Stored data:
-- Opening Marker --
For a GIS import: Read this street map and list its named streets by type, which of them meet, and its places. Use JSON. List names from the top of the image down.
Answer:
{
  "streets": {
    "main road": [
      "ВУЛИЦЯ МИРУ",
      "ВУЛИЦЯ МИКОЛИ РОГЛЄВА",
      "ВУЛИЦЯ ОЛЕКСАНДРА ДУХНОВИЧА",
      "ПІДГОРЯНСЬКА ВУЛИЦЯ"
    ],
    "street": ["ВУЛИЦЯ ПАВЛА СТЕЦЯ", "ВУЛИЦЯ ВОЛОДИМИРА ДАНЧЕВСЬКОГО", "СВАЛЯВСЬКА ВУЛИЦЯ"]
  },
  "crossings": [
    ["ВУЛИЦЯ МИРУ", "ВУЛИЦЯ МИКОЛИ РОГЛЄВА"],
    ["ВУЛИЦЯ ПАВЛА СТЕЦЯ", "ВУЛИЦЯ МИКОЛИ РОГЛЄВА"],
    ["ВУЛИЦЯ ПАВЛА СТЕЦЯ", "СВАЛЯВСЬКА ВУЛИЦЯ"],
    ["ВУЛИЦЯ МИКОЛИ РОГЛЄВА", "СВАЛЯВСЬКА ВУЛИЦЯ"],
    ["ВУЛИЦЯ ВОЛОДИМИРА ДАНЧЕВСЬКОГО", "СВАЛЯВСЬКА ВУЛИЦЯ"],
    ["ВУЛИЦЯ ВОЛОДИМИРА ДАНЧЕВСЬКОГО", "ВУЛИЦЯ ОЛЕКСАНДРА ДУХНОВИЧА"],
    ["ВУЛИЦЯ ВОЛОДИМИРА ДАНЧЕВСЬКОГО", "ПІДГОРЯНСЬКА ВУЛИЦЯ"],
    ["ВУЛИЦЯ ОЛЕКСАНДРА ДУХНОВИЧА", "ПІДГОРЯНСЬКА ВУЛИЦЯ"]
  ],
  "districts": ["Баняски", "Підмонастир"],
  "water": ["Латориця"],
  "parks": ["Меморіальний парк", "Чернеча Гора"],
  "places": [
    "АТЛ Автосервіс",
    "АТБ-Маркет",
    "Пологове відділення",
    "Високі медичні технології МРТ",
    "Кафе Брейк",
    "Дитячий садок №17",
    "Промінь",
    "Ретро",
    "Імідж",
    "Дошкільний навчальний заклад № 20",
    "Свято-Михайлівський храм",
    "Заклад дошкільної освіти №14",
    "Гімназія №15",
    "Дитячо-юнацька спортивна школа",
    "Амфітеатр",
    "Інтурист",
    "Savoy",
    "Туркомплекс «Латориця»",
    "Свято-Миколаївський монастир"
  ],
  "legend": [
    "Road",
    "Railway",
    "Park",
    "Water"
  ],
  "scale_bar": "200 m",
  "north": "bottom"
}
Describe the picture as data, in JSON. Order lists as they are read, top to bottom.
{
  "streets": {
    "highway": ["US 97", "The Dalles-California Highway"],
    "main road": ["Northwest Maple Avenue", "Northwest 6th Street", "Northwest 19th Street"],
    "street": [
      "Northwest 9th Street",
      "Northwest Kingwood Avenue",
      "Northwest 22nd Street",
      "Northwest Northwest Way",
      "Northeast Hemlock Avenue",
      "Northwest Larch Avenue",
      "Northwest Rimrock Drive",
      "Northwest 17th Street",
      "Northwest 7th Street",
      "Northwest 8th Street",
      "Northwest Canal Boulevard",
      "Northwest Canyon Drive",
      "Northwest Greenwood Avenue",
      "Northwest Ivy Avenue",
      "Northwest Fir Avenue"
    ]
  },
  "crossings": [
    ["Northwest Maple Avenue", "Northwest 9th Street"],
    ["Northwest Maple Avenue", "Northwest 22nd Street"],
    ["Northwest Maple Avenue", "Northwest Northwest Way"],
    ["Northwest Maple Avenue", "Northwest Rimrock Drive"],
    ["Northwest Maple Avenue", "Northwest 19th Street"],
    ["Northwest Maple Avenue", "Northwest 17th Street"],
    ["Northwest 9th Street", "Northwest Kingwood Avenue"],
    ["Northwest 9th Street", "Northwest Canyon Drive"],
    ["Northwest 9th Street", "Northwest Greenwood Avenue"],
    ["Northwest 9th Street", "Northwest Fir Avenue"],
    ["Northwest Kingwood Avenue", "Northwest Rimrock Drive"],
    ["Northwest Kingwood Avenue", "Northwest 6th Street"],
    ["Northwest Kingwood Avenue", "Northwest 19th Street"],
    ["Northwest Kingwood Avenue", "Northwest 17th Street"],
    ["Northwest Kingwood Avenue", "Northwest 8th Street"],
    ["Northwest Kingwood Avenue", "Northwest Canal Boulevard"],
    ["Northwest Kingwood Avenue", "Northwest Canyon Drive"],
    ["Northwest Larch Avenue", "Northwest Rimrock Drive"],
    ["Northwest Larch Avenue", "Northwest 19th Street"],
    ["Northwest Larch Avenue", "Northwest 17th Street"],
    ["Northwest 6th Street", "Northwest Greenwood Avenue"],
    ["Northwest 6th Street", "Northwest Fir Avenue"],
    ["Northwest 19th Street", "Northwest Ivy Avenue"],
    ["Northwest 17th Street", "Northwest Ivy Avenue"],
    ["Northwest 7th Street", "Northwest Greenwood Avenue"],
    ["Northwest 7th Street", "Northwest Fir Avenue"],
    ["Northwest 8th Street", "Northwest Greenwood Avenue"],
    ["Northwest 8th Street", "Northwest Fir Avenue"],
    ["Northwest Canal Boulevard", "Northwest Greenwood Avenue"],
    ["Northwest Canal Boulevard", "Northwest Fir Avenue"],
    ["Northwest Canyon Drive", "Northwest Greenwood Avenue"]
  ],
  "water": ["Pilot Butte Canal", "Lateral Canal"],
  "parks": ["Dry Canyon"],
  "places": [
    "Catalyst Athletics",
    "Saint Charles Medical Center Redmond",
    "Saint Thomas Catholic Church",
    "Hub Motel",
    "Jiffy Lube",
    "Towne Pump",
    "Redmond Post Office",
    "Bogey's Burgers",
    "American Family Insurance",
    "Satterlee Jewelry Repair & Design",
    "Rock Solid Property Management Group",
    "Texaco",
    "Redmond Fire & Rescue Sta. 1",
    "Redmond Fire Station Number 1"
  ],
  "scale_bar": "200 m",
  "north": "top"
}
-- Closing Marker --
WORK ORDER:
Each entry should be duplicated exactly as it was given.

SOLVED EXERCISE:
For a GIS import: Read this street map and list its named streets by type, which of them meet, and its places. Use JSON. List names from the top of the image down.
Answer:
{
  "streets": {
    "main road": [
      "ВУЛИЦЯ МИРУ",
      "ВУЛИЦЯ МИКОЛИ РОГЛЄВА",
      "ВУЛИЦЯ ОЛЕКСАНДРА ДУХНОВИЧА",
      "ПІДГОРЯНСЬКА ВУЛИЦЯ"
    ],
    "street": ["ВУЛИЦЯ ПАВЛА СТЕЦЯ", "ВУЛИЦЯ ВОЛОДИМИРА ДАНЧЕВСЬКОГО", "СВАЛЯВСЬКА ВУЛИЦЯ"]
  },
  "crossings": [
    ["ВУЛИЦЯ МИРУ", "ВУЛИЦЯ МИКОЛИ РОГЛЄВА"],
    ["ВУЛИЦЯ ПАВЛА СТЕЦЯ", "ВУЛИЦЯ МИКОЛИ РОГЛЄВА"],
    ["ВУЛИЦЯ ПАВЛА СТЕЦЯ", "СВАЛЯВСЬКА ВУЛИЦЯ"],
    ["ВУЛИЦЯ МИКОЛИ РОГЛЄВА", "СВАЛЯВСЬКА ВУЛИЦЯ"],
    ["ВУЛИЦЯ ВОЛОДИМИРА ДАНЧЕВСЬКОГО", "СВАЛЯВСЬКА ВУЛИЦЯ"],
    ["ВУЛИЦЯ ВОЛОДИМИРА ДАНЧЕВСЬКОГО", "ВУЛИЦЯ ОЛЕКСАНДРА ДУХНОВИЧА"],
    ["ВУЛИЦЯ ВОЛОДИМИРА ДАНЧЕВСЬКОГО", "ПІДГОРЯНСЬКА ВУЛИЦЯ"],
    ["ВУЛИЦЯ ОЛЕКСАНДРА ДУХНОВИЧА", "ПІДГОРЯНСЬКА ВУЛИЦЯ"]
  ],
  "districts": ["Баняски", "Підмонастир"],
  "water": ["Латориця"],
  "parks": ["Меморіальний парк", "Чернеча Гора"],
  "places": [
    "АТЛ Автосервіс",
    "АТБ-Маркет",
    "Пологове відділення",
    "Високі медичні технології МРТ",
    "Кафе Брейк",
    "Дитячий садок №17",
    "Промінь",
    "Ретро",
    "Імідж",
    "Дошкільний навчальний заклад № 20",
    "Свято-Михайлівський храм",
    "Заклад дошкільної освіти №14",
    "Гімназія №15",
    "Дитячо-юнацька спортивна школа",
    "Амфітеатр",
    "Інтурист",
    "Savoy",
    "Туркомплекс «Латориця»",
    "Свято-Миколаївський монастир"
  ],
  "legend": [
    "Road",
    "Railway",
    "Park",
    "Water"
  ],
  "scale_bar": "200 m",
  "north": "bottom"
}
Describe the picture as data, in JSON. Order lists as they are read, top to bottom.
{
  "streets": {
    "highway": ["US 97", "The Dalles-California Highway"],
    "main road": ["Northwest Maple Avenue", "Northwest 6th Street", "Northwest 19th Street"],
    "street": [
      "Northwest 9th Street",
      "Northwest Kingwood Avenue",
      "Northwest 22nd Street",
      "Northwest Northwest Way",
      "Northeast Hemlock Avenue",
      "Northwest Larch Avenue",
      "Northwest Rimrock Drive",
      "Northwest 17th Street",
      "Northwest 7th Street",
      "Northwest 8th Street",
      "Northwest Canal Boulevard",
      "Northwest Canyon Drive",
      "Northwest Greenwood Avenue",
      "Northwest Ivy Avenue",
      "Northwest Fir Avenue"
    ]
  },
  "crossings": [
    ["Northwest Maple Avenue", "Northwest 9th Street"],
    ["Northwest Maple Avenue", "Northwest 22nd Street"],
    ["Northwest Maple Avenue", "Northwest Northwest Way"],
    ["Northwest Maple Avenue", "Northwest Rimrock Drive"],
    ["Northwest Maple Avenue", "Northwest 19th Street"],
    ["Northwest Maple Avenue", "Northwest 17th Street"],
    ["Northwest 9th Street", "Northwest Kingwood Avenue"],
    ["Northwest 9th Street", "Northwest Canyon Drive"],
    ["Northwest 9th Street", "Northwest Greenwood Avenue"],
    ["Northwest 9th Street", "Northwest Fir Avenue"],
    ["Northwest Kingwood Avenue", "Northwest Rimrock Drive"],
    ["Northwest Kingwood Avenue", "Northwest 6th Street"],
    ["Northwest Kingwood Avenue", "Northwest 19th Street"],
    ["Northwest Kingwood Avenue", "Northwest 17th Street"],
    ["Northwest Kingwood Avenue", "Northwest 8th Street"],
    ["Northwest Kingwood Avenue", "Northwest Canal Boulevard"],
    ["Northwest Kingwood Avenue", "Northwest Canyon Drive"],
    ["Northwest Larch Avenue", "Northwest Rimrock Drive"],
    ["Northwest Larch Avenue", "Northwest 19th Street"],
    ["Northwest Larch Avenue", "Northwest 17th Street"],
    ["Northwest 6th Street", "Northwest Greenwood Avenue"],
    ["Northwest 6th Street", "Northwest Fir Avenue"],
    ["Northwest 19th Street", "Northwest Ivy Avenue"],
    ["Northwest 17th Street", "Northwest Ivy Avenue"],
    ["Northwest 7th Street", "Northwest Greenwood Avenue"],
    ["Northwest 7th Street", "Northwest Fir Avenue"],
    ["Northwest 8th Street", "Northwest Greenwood Avenue"],
    ["Northwest 8th Street", "Northwest Fir Avenue"],
    ["Northwest Canal Boulevard", "Northwest Greenwood Avenue"],
    ["Northwest Canal Boulevard", "Northwest Fir Avenue"],
    ["Northwest Canyon Drive", "Northwest Greenwood Avenue"]
  ],
  "water": ["Pilot Butte Canal", "Lateral Canal"],
  "parks": ["Dry Canyon"],
  "places": [
    "Catalyst Athletics",
    "Saint Charles Medical Center Redmond",
    "Saint Thomas Catholic Church",
    "Hub Motel",
    "Jiffy Lube",
    "Towne Pump",
    "Redmond Post Office",
    "Bogey's Burgers",
    "American Family Insurance",
    "Satterlee Jewelry Repair & Design",
    "Rock Solid Property Management Group",
    "Texaco",
    "Redmond Fire & Rescue Sta. 1",
    "Redmond Fire Station Number 1"
  ],
  "scale_bar": "200 m",
  "north": "top"
}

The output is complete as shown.